_Records provided_
+--
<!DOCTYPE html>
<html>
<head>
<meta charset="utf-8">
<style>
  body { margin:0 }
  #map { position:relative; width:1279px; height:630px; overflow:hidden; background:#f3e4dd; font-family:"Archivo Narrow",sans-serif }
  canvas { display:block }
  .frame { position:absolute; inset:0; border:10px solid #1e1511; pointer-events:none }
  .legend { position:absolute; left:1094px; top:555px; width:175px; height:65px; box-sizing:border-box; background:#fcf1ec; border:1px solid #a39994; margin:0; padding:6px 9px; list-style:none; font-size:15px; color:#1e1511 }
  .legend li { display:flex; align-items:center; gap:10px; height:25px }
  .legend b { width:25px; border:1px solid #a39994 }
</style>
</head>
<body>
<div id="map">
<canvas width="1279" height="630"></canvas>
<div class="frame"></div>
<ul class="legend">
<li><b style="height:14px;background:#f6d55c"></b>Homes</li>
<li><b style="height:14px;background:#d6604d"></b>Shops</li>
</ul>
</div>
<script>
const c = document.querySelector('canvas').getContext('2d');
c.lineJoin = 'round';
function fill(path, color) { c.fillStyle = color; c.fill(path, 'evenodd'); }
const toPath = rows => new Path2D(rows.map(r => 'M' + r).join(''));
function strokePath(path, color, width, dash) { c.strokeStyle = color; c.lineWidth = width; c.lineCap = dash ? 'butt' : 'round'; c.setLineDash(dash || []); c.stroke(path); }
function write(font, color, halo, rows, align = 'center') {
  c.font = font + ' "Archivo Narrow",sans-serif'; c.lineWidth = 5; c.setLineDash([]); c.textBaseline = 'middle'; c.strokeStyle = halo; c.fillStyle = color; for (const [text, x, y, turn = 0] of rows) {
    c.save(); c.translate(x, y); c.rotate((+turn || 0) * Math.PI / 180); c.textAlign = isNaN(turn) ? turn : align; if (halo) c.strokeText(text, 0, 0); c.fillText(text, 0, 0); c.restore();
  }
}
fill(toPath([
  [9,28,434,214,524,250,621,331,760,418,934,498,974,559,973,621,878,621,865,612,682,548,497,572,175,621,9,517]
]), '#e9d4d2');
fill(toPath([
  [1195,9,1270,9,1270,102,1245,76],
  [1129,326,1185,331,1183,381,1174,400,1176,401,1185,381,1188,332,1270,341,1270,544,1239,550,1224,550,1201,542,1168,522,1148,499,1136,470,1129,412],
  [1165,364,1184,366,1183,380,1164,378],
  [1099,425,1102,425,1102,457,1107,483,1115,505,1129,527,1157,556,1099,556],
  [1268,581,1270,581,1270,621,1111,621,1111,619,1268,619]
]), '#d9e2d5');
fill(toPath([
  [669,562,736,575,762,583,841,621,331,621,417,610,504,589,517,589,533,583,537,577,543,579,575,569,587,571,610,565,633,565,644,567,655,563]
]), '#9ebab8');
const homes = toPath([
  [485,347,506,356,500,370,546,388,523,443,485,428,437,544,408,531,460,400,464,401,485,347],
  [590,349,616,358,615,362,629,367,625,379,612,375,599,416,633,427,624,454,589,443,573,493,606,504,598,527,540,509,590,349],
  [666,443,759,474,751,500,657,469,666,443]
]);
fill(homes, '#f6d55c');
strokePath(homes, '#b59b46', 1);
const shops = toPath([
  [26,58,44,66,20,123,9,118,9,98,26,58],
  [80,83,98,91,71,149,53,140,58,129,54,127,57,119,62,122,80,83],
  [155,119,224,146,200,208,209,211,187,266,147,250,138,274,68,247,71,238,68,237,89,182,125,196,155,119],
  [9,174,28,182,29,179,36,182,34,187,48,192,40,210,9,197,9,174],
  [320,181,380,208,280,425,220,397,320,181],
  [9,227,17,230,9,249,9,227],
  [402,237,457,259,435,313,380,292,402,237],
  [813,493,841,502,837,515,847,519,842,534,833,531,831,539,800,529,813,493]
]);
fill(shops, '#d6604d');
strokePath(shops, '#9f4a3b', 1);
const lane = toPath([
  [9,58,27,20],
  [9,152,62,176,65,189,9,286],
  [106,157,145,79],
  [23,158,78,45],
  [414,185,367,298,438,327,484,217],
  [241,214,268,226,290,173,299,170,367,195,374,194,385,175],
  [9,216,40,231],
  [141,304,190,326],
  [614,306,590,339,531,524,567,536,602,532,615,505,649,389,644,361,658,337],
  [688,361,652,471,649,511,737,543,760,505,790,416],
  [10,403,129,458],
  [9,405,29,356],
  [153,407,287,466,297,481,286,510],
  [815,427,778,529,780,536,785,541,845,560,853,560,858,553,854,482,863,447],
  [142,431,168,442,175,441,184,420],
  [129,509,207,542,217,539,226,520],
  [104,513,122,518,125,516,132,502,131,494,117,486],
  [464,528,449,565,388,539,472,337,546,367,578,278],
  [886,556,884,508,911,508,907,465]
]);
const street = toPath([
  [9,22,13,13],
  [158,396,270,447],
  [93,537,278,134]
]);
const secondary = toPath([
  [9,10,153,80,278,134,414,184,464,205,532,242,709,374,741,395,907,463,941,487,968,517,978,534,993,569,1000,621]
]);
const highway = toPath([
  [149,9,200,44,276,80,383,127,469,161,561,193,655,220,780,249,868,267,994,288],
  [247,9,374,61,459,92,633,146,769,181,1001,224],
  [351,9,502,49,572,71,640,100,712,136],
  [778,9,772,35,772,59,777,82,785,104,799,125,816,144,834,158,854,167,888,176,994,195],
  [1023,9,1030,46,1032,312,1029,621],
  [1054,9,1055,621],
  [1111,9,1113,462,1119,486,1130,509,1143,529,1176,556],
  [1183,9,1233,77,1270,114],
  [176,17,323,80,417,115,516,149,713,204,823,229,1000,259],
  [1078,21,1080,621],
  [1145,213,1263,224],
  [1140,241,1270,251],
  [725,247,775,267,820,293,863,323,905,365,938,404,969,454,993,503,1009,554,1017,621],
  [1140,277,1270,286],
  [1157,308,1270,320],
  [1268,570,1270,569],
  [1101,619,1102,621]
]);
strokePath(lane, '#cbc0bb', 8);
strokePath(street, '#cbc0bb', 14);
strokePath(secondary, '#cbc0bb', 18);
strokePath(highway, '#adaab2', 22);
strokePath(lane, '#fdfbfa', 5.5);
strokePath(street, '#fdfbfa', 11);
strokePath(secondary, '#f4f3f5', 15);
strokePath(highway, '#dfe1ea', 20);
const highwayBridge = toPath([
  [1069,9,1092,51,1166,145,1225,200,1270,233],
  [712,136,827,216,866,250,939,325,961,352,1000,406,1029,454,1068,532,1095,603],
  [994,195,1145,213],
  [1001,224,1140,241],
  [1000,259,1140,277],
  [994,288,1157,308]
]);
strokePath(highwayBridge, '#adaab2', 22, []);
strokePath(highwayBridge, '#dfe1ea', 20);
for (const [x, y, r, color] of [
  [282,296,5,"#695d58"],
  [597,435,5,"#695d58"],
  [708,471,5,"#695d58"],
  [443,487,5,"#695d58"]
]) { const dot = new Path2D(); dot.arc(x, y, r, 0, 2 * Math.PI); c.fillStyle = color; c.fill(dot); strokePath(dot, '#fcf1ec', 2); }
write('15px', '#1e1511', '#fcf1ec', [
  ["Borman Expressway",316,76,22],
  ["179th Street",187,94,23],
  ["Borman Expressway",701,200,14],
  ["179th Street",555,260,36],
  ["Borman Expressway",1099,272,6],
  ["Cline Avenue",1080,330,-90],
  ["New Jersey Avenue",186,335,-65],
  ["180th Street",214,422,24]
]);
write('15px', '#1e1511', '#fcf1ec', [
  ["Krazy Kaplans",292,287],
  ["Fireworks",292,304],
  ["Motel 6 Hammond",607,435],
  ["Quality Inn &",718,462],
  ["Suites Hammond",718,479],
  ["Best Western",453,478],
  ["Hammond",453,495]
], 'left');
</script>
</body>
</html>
+--
_Work to be completed_
Go through the entries line by line and count those with "display". Give only the count.

_Exercise solution_
2